More fun in black and white
They used to joke about a black cat in a coal mine being hard to photograph. Sure! Do your worst. A dark cat is almost impossible to photograph in detail in BxW. In color I never noticed it was hard. BxW can be arresting. When it’s good, it’s great! Color is less so. Maybe? I think of texture and tone when looking at BxW. Maybe there’s hope for me yet.
Perhaps, it’s the other way round? Black and white is demanding. I think in color. We see in color. Consider it a work in progress needing a lot of progress.
….for me, black and white delivers the essence, the stark punch of the stripped-down subject because it has less noise/information going on and therefore goes right to the jugular, delivering more with less. With colour, we get all wrapped up in the nuance–‘is that cat REALLY white, or off-white….eggshell? vanilla?’; ‘are those eyes turquoise or marine blue, or maybe…?’ — and in obsessing over the details, we aren’t hit with the oomph, the wow that b&w delivers. Would ‘Psycho’ have been quite as psycho if done in colour? Janet Leigh is even more disturbing in b&w, that creepy motel even more creepy.

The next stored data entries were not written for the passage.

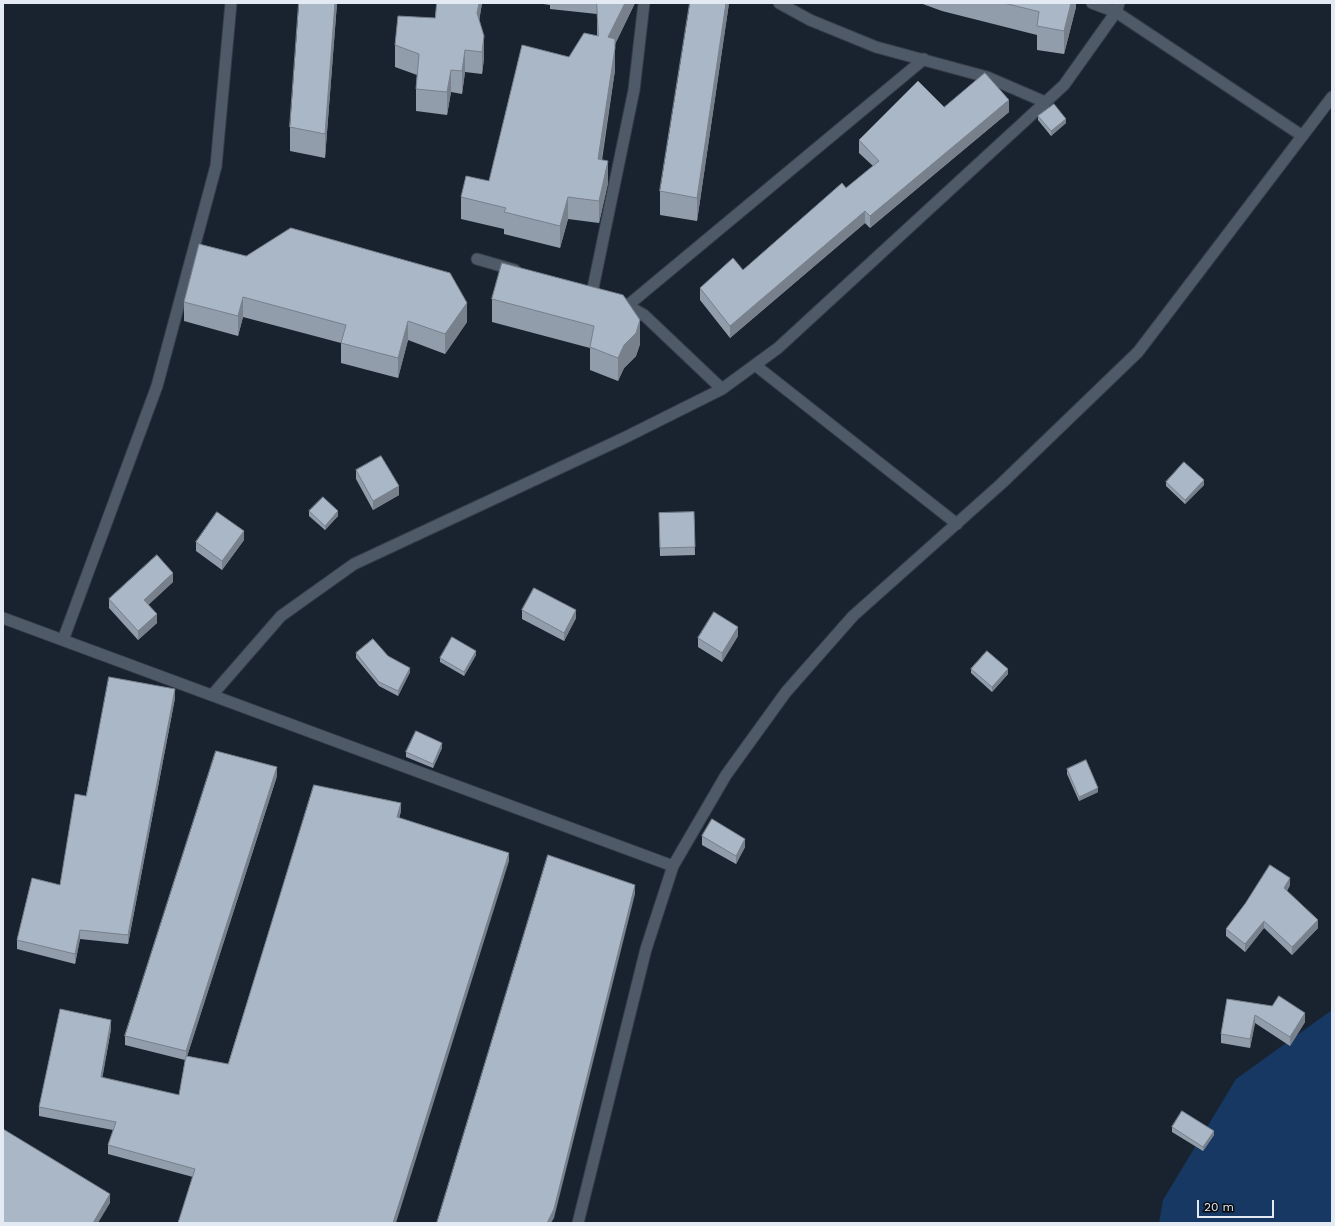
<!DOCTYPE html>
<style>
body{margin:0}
#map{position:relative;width:1335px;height:1226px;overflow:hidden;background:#19232f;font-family:"Work Sans",sans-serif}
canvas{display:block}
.frame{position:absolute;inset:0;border:4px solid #e3eaf3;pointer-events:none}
.scale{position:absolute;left:1197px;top:1200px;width:77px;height:18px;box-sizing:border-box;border:2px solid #e3eaf3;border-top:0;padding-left:5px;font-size:12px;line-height:14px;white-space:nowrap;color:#e3eaf3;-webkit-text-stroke:3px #080c11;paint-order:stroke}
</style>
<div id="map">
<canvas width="1335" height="1226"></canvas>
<div class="frame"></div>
<div class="scale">20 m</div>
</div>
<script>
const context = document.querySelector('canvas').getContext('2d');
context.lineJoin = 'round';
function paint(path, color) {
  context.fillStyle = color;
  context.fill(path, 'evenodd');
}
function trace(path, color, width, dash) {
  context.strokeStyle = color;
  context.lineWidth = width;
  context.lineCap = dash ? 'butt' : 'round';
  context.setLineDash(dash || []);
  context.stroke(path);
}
const green = new Path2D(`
 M 1332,1010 L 1332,1223 L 1159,1223 L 1163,1200 L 1236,1079 Z`);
const minor = new Path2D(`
 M 779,3 L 810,20 L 876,47 L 987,77 L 1045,102
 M 1092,3 L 1116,12 L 1301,135
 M 477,259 L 515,270
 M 592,293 L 634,90 L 644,3
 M 621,302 L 644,315 L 722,389
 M 627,306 L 924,59
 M 755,365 L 957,524
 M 3,618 L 673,866
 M 63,640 L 157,386 L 216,166 L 231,3
 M 213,694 L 281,616 L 354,564 L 624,438 L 722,389 L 778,348 L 1064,85 L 1116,12 L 1119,3
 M 578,1223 L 646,949 L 673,866 L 726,775 L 786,692 L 853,616 L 1001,484 L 1138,352 L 1332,97`);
const wall = new Path2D(`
 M 337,3 L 325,158 L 290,151 L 290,127 Z
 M 437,3 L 482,3 L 479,20 L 484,58 L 482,74 L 465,72 L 462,94 L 451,92 L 447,115 L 416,111 L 416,89 L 417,75 L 395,67 L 395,45 L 435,18 Z
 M 536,3 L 635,3 L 615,44 L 615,70 L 602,160 L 608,183 L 599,223 L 568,219 L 560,248 L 504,234 L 504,229 L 461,219 L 461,197 L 489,181 L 569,57 L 597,35 L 597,14 L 550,9 L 550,5 Z
 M 729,3 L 697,221 L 660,215 L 660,191 Z
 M 920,3 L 1076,3 L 1076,7 L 1064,54 L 1037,50 L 1037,35 L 942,11 Z
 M 944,107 L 1009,112 L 870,228 L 865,223 L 730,338 L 700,300 L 700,288 L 743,270 L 846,188 L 873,166 L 859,153 L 859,140 Z
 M 1038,116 L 1066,123 L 1051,136 L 1038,120 Z
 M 199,244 L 467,322 L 445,354 L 408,340 L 398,378 L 341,363 L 341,343 L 243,317 L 238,336 L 184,321 L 184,302 Z
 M 502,263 L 640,344 L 636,356 L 624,368 L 618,381 L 590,370 L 590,348 L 492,322 L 492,299 Z
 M 356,470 L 399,495 L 373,510 L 356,479 Z
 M 1166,482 L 1204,485 L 1185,504 L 1166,486 Z
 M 309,511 L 338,516 L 325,530 L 309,516 Z
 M 694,512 L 695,555 L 660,556 L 659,513 Z
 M 244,540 L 222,570 L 196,551 L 196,542 Z
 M 173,582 L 148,605 L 157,623 L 138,640 L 109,608 L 109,599 Z
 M 522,610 L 576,618 L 564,641 L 522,619 Z
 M 738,636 L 722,662 L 698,647 L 698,638 Z
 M 356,653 L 388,656 L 410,672 L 398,696 L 379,686 L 356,658 Z
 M 476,655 L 464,676 L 440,662 L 440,658 Z
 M 971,669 L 1008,674 L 992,692 L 971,673 Z
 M 175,698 L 128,944 L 80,939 L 75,964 L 17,949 L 17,940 L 60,885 L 86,796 Z
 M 442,748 L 433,768 L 406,757 L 406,752 Z
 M 1067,769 L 1098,792 L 1079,801 L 1067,774 Z
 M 277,776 L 187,1056 L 228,1064 L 401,811 L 399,818 L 509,861 L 193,1177 L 108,1154 L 108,1145 L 113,1130 L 39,1116 L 39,1107 L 111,1029 L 102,1078 L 179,1095 L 185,1060 L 125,1045 L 125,1036 Z
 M 702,836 L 745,847 L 736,864 L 702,845 Z
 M 1290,885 L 1287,891 L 1318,928 L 1292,955 L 1264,928 L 1245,952 L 1226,936 L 1226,929 L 1245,904 Z
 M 1227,999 L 1305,1022 L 1290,1046 L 1255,1023 L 1250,1048 L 1221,1043 L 1221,1034 Z
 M 1172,1127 L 1214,1135 L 1203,1151 L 1172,1132 Z`);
const shadedWall = new Path2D(`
 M 335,3 L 337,3 L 325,158 L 325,134 Z
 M 479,3 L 482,3 L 477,35 L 477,13 Z
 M 625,3 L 635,3 L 608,59 L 608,37 Z
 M 726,3 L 729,3 L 697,221 L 697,198 Z
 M 1071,3 L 1076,3 L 1076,7 L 1064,54 L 1064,31 Z
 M 484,36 L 484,58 L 482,74 L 482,52 Z
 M 615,48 L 615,70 L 598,181 L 598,159 Z
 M 465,50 L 465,72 L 462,94 L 462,71 Z
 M 451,70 L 451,92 L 447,115 L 447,92 Z
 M 1009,100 L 1009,112 L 870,228 L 870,216 Z
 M 1066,119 L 1066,123 L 1051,136 L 1051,131 Z
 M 608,161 L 608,183 L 599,223 L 599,201 Z
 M 568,197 L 568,219 L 560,248 L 560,226 Z
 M 865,211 L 865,223 L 730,338 L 730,326 Z
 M 243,297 L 243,317 L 238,336 L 238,316 Z
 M 467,303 L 467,322 L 445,354 L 445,334 Z
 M 640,320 L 640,344 L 636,356 L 624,368 L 618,381 L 618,358 L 624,345 Z
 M 408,321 L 408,340 L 398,378 L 398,358 Z
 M 1204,480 L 1204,485 L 1185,504 L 1185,500 Z
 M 399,486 L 399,495 L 373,510 L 373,501 Z
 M 338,511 L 338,516 L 325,530 L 325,526 Z
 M 244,531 L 244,540 L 222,570 L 222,561 Z
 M 173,573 L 173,582 L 144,609 L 144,600 Z
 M 576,610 L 576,618 L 564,641 L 564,633 Z
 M 157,614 L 157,623 L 138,640 L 138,631 Z
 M 738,627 L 738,636 L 722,662 L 722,653 Z
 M 476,651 L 476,655 L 464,676 L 464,672 Z
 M 410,668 L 410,672 L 398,696 L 398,691 Z
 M 1008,669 L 1008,674 L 992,692 L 992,687 Z
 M 175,689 L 175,698 L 128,944 L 128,935 Z
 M 442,743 L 442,748 L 433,768 L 433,764 Z
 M 277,767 L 277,776 L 186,1060 L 186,1051 Z
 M 1098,788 L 1098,792 L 1079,801 L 1079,797 Z
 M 401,803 L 401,811 L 397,826 L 397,817 Z
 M 745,839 L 745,847 L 736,864 L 736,856 Z
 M 509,853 L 509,861 L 396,1223 L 393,1223 Z
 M 1290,878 L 1290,885 L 1284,896 L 1284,888 Z
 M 635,885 L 635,894 L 554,1218 L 551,1223 L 547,1223 Z
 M 1318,920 L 1318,928 L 1292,955 L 1292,947 Z
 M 1264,921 L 1264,928 L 1245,952 L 1245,944 Z
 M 80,930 L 80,939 L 75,964 L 75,954 Z
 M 1305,1013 L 1305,1022 L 1290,1046 L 1290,1037 Z
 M 1255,1015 L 1255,1023 L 1250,1048 L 1250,1039 Z
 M 111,1020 L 111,1029 L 101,1086 L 101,1077 Z
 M 1214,1131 L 1214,1135 L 1203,1151 L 1203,1147 Z
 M 110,1194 L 110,1203 L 98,1223 L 93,1223 Z`);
const building = new Path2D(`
 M 299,3 L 335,3 L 325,134 L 290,127 Z
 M 437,3 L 479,3 L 477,13 L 484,36 L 482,52 L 465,50 L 462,71 L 451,70 L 447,92 L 416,89 L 419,54 L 395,45 L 398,16 L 435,18 Z
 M 597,3 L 625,3 L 608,37 L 615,39 L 615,48 L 598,159 L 608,161 L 599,201 L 568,197 L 560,226 L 504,212 L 506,208 L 461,197 L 466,176 L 489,181 L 522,45 L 569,57 L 584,33 L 598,36 Z
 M 690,3 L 726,3 L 697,198 L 660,191 Z
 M 1004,3 L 1071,3 L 1064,31 L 1037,26 L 1039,12 Z
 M 985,73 L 1009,100 L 870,216 L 865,211 L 730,326 L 700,288 L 733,258 L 743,270 L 842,183 L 846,188 L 879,161 L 859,140 L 918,81 L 944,107 Z
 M 1054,104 L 1066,119 L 1051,131 L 1038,116 Z
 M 291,228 L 450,273 L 467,303 L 445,334 L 408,321 L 398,358 L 341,343 L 346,325 L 243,297 L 238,316 L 184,302 L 199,244 L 246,256 Z
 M 502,263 L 623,295 L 640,320 L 636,333 L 624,345 L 618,358 L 590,347 L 594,326 L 492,299 Z
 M 381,456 L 399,486 L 373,501 L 356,470 Z
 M 1184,462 L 1204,480 L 1185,500 L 1166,482 Z
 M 323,497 L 338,511 L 325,526 L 309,511 Z
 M 217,512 L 244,531 L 222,561 L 196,542 Z
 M 694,512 L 695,547 L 660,548 L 659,513 Z
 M 157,555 L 173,573 L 144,600 L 157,614 L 138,631 L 109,599 Z
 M 534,588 L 576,610 L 564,633 L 522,610 Z
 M 714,612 L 738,627 L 722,653 L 698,638 Z
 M 452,637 L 476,651 L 464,672 L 440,658 Z
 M 373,639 L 388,656 L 410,668 L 398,691 L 379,682 L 356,653 Z
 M 987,651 L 1008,669 L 992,687 L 971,669 Z
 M 109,677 L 175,689 L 128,935 L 80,930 L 75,954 L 17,940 L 32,878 L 60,885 L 75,794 L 86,796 Z
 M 416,731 L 442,743 L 433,764 L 406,752 Z
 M 216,751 L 277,767 L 186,1051 L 125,1036 Z
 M 1086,760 L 1098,788 L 1079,797 L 1067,769 Z
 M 314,785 L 401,803 L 397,817 L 509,853 L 393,1223 L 178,1223 L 195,1169 L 108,1145 L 116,1122 L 39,1107 L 60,1009 L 111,1020 L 101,1077 L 179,1095 L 186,1056 L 228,1064 Z
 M 712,819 L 745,839 L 736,856 L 702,836 Z
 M 548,855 L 635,885 L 554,1209 L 547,1223 L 437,1223 Z
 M 1270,865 L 1290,878 L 1284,888 L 1318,920 L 1292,947 L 1264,921 L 1245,944 L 1226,929 L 1245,904 Z
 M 1279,996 L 1305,1013 L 1290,1037 L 1255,1015 L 1250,1039 L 1221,1034 L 1227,999 L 1272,1006 Z
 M 1182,1111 L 1214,1131 L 1203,1147 L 1172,1127 Z
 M 3,1129 L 110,1194 L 93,1223 L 3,1223 Z`);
paint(green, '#163862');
trace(minor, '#363d47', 13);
trace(minor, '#4f5a69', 11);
paint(wall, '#929dab');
paint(shadedWall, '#77808b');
paint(building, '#aab7c7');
trace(building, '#77808b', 1);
</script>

Would Yosemite have been quite as visually dramatic if Adams had used Kodachrome? The shadows are positively ebony black, making the lights almost blindingly white.
So I like these cats the most is what I’m fumbling over trying to say….they have more character, more personality.
March 15, 2019 at 2:07 pm
Agreed. Well put. I’ve been away from BxW for a long time. It takes time to regain the vision.